The nested with statement is used to handle the opened file.

Example:

from zipfile import ZipFile

with ZipFile('my_file.zip') as zf:
    with zf.open('examples/example1.txt', 'w') as f:
        f.write('Ipsum, Lorem')

Read from a file in the archive(directly).

The read() method is used to read the content of a given file without having to explicitly open it.

from zipfile import ZipFile

with ZipFile('myzip.file'):
    file_content = file.read('demo.txt')
    file_content = file_content.decode("utf-8")

The extracted contents are returned as a byte string, which can be decoded into a text format using an appropriate encoding (e.g., UTF-8).

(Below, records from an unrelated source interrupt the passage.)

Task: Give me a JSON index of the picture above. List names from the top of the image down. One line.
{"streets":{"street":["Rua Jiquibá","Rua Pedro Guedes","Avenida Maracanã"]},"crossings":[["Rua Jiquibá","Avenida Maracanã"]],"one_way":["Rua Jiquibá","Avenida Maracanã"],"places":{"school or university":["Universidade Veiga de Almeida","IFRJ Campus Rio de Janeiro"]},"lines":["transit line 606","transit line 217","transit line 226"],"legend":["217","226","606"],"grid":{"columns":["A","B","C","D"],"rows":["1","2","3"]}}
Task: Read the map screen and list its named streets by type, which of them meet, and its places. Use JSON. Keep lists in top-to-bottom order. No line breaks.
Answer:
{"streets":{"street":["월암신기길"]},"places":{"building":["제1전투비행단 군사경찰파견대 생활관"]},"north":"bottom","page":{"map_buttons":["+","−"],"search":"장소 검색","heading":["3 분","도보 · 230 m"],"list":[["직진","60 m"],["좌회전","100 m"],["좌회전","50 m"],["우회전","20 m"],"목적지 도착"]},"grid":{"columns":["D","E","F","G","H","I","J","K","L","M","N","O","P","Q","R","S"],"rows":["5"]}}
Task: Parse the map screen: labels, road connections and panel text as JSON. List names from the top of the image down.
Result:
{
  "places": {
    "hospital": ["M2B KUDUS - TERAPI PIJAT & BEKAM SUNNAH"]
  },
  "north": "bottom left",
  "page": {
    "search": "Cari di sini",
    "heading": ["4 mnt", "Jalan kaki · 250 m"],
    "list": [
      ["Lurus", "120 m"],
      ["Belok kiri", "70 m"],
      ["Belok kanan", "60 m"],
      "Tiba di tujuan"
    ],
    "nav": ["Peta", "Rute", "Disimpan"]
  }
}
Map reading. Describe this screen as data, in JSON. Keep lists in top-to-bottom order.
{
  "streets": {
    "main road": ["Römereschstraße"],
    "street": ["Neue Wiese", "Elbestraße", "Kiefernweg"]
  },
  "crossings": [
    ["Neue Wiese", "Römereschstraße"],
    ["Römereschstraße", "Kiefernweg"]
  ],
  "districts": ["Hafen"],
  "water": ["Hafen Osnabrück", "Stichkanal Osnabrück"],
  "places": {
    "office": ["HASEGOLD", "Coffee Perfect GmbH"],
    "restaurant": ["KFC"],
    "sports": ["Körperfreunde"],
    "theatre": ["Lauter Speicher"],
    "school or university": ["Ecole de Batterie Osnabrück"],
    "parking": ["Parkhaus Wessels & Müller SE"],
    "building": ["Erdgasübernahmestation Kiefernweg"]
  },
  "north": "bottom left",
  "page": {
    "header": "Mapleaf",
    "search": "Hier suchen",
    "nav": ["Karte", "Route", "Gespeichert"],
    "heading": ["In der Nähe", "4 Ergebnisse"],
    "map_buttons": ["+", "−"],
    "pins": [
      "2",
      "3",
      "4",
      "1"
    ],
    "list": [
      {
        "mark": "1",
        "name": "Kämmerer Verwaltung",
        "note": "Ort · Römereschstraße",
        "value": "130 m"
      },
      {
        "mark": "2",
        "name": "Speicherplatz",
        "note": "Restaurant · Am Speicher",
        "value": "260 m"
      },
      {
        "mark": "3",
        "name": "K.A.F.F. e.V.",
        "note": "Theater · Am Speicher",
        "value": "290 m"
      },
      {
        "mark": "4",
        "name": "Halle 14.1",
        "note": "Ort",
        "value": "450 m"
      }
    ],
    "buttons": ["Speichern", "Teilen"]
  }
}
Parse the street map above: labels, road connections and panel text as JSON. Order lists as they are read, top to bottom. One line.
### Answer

Make a new Directory in the zip archive.

The mkdir() method of the zip object creates a directory based on a string argument.  The argument should be the directory's path name.

Syntax:

from zipfile import ZipFile

with ZipFile('my_file.zip', 'a') as zf:
   zf.mkdir('path/to/the/dir')

If a directory with a similar relative path exists, a duplicate Warning will be issued.

Note:The archive must be opened with mode 'w''x' or 'a'.

Add External Files to the archive.

The write method of the ZipFile object is used to add files to a ZIP archive. It takes two parameters:

Syntax:

import zipfile

# Create a new ZIP archive
with zipfile.ZipFile('archive.zip', 'w') as myzip:
    # Add a file to the archive
    myzip.write('file.txt', 'file_in_archive.txt')

The first parameter of the write method specifies the path to the file to be added to the archive. The second parameter is the optional arcname(archive name), which specifies the name under which the file should be stored in the archive.

Extract files from  the archive.

The extract() method in the zipfile module is used to extract a specific file from a ZIP archive.

Syntax:

from zipfile import ZipFile

with ZipFile('archive.zip', 'r') as zip_file:
    # Extract a specific file from the archive
    zip_file.extract('path/to/file', destination_folder)

The extracted file will be stored in the 'destination_folder' directory. If the directory does not exist, it will be created automatically. If a file with a similar name exists in the destination folder it will be overwritten.

To extract all files from the archive, use the extractall() method.

from zipfile import ZipFile

with zipfile.ZipFile('archive.zip', 'r') as zip_file:
    zip_file.extractall('destination_folder')

Create a zip archive for an entire directory

To create a zip file from a directory you can call the ZipFile.write() method iteratively with each file and subdirectory in the directory. The example below shows how we can achieve this:

import os
from zipfile import ZipFile
    
def zipdir(path, zip_file):
    for root, dirs, files in os.walk(path):
        for file in files:
            zip_file.write(os.path.join(root, file), 
                       os.path.relpath(os.path.join(root, file), 
                                       os.path.join(path, '..')))

with ZipFile('Example.zip', 'w', zipfile.ZIP_DEFLATED) as zip_file:
    zipdir('target/directory/', zip_file)

You should replace 'target/directory/' with the actual path of the directory you want to zip. Then, it will create a ZIP archive named 'Example.zip' and add all the files and subdirectories from the specified directory.